According to Paco Nathan, a data scientist should:
- prepare an analysis and visualization of an unknown data set, while impatient stakeholders watch over your shoulder and ask pointed questions; be prepared to make quantitative arguments about the confidence of the results
- describe “loss function” and “regularization term” each in 25 words or less, with a compare/contrast of several examples, and show how to structure a range of tradeoffs for model transparency, predictive power, and resource requirements
- pitch a reorg proposal to an executive staff session which implies firing some ranking people
- interview 34 different departments that are hostile to your project, to tease out the metadata for datasets that they’ve been reluctant to release
- build, test, and deploy a mission-critical app with realtime SLAs, efficiently across a 1000+ node cluster
- troubleshoot intermittent bugs in somebody else’s code which is at least 2000 lines long, without their assistance
- leverage ensemble approaches to enhance a predictive model that you’re working on
- work on a deadline in paired programming with people from 34 different fields completely disjoint from the work that you’ve done
- learn to leverage the evolving Py data stack: IPython, Pandas, scikitlearn, etc.
- learn how to lead an interdisciplinary team
- get experience in 1+ domains outside of data/analytics/programming
- get a good grounding in design and apply it to data visualization
- do everything you can to become a better writer and speaker (outside of academic confs)
- participate in meetups; publish blogs, presentations, etc. (hiring managers ignore resumes and look for published content online)
- get a good grounding in abstract algebra, Bayesian stats, linear algebra, convex optimization
- study up on algorithms and frameworks for streaming data (the bigger use cases on the horizon are not batch)
- learn Scalding and functional programming with type safety
- avoid Business Intelligence (like the plague)

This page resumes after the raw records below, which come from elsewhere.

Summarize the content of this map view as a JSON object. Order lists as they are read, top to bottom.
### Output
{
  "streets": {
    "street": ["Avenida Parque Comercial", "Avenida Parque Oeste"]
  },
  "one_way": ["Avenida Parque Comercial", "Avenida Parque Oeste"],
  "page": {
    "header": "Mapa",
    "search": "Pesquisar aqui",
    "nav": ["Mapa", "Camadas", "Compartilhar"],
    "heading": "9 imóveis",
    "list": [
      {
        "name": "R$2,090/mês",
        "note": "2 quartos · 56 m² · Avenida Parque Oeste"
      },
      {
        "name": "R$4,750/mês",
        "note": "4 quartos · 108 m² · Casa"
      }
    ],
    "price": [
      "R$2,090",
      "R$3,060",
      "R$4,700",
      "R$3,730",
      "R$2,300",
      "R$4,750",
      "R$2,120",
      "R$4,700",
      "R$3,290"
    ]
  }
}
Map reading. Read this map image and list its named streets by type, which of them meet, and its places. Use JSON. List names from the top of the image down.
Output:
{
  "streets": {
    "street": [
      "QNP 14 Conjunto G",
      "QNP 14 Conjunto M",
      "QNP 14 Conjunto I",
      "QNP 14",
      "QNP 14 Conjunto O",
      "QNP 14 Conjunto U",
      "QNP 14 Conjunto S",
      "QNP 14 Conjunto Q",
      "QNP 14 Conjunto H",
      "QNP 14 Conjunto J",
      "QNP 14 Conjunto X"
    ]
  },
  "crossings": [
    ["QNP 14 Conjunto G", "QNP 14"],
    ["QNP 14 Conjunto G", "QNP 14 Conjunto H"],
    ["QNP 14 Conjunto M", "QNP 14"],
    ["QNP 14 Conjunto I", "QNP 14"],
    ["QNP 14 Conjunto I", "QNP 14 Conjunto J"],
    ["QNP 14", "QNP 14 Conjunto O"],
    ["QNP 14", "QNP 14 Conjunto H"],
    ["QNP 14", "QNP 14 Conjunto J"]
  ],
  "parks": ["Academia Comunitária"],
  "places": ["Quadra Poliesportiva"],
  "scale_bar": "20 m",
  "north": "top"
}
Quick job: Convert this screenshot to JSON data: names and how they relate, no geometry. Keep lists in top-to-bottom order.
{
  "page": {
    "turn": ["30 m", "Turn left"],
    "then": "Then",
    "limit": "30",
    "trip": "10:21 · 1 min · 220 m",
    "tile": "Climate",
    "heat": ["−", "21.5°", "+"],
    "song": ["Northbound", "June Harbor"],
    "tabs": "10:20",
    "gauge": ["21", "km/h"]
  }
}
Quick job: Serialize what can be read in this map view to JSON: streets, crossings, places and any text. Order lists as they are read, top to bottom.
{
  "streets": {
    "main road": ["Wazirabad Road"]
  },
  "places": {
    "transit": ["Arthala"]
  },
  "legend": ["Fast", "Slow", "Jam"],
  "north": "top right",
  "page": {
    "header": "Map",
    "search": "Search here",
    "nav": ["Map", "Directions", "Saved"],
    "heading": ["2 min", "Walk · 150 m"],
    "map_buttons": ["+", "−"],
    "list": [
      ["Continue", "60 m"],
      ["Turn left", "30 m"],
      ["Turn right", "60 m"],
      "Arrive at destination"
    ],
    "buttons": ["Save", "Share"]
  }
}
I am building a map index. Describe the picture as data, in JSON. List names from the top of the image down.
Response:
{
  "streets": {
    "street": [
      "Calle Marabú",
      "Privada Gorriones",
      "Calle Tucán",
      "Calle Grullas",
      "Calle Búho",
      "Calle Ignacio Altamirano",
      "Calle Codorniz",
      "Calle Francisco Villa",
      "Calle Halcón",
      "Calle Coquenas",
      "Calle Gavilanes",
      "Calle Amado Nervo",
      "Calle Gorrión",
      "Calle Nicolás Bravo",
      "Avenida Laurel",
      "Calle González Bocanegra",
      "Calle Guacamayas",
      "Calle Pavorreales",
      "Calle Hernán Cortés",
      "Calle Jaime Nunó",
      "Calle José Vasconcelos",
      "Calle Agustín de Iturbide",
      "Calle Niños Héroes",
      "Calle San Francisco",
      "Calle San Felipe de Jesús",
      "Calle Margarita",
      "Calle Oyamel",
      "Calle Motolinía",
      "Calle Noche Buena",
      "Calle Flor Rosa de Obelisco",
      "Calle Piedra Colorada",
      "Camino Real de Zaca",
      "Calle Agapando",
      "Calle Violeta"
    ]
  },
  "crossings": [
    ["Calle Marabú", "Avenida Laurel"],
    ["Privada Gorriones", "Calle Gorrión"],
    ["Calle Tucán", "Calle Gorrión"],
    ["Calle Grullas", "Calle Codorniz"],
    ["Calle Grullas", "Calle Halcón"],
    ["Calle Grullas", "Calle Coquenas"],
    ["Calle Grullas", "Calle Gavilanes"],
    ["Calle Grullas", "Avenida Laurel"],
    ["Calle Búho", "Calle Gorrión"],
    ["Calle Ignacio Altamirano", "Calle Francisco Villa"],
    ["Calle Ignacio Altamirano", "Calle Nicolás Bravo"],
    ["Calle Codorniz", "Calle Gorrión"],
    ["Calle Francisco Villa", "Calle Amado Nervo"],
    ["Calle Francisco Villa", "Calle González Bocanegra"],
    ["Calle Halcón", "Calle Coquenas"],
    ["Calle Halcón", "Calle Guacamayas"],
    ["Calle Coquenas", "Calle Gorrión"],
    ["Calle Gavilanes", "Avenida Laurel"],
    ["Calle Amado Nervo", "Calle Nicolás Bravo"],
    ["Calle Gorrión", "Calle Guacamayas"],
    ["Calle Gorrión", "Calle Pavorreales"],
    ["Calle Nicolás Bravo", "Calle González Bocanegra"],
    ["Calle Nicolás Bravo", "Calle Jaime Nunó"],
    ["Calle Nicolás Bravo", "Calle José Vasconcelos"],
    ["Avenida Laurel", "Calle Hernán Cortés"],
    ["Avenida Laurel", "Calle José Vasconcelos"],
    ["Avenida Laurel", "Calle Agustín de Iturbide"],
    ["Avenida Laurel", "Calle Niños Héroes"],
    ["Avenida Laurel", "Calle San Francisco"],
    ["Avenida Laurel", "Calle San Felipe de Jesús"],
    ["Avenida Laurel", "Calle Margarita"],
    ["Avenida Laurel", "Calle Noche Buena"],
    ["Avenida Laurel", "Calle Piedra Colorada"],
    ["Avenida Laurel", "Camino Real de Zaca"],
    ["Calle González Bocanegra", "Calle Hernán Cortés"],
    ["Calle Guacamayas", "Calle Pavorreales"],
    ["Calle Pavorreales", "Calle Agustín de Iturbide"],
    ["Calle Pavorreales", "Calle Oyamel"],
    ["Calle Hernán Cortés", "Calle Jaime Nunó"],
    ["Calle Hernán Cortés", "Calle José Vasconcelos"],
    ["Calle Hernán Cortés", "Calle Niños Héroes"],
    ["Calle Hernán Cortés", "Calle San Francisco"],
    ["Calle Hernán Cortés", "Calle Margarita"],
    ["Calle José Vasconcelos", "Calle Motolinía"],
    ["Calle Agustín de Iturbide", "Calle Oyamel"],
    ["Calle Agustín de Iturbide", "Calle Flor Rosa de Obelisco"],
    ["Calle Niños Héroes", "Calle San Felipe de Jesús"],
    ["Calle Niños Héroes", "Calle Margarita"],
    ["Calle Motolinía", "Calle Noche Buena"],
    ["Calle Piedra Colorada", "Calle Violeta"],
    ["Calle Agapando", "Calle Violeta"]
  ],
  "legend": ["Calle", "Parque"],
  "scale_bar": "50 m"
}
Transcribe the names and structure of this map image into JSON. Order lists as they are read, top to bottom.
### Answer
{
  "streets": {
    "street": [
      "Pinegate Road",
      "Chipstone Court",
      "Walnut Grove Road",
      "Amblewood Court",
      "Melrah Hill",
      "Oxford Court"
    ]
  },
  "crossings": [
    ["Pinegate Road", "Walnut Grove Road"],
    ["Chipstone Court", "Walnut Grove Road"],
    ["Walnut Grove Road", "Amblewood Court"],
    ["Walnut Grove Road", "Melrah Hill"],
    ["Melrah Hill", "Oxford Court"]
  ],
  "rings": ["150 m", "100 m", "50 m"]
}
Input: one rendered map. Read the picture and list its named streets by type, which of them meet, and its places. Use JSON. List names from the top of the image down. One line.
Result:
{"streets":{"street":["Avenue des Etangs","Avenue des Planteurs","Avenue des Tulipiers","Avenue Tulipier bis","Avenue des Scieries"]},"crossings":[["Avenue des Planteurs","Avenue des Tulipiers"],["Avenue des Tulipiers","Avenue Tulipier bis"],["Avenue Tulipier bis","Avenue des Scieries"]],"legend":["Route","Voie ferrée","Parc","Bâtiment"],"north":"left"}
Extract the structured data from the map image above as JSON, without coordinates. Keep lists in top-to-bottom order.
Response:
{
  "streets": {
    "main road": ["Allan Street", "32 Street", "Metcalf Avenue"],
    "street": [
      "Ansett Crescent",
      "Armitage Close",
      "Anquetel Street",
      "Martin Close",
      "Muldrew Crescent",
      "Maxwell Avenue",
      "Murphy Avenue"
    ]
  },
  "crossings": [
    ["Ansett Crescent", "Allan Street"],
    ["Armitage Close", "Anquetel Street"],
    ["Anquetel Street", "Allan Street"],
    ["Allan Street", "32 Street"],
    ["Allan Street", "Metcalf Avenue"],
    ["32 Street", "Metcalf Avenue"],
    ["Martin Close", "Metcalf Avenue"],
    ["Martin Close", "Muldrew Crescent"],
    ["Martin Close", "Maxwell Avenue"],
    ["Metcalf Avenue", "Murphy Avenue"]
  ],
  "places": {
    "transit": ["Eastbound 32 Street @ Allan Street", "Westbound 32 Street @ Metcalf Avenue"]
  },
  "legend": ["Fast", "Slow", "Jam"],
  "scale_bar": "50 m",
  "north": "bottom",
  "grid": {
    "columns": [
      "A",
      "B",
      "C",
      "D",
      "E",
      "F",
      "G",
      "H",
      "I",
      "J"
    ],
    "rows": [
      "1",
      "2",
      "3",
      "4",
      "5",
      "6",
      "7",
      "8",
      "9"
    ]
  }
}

- avoid anything referred to as “The Hadoop Ecosystem” or “Hadoop as an OS”
Do you agree with this?
Vincent Granville replied and wrote: There are all sorts of data scientists. In my case, as an entrepreneur managing a company on auto-pilot (no employee, 7-digits yearly revenue with 80% margins, with significant outsourcing to vendors), none of the above test questions apply, I'd probably fail most of them, but I am a data scientist nevertheless (click here to see what I do), as well as business / growth / data hacker.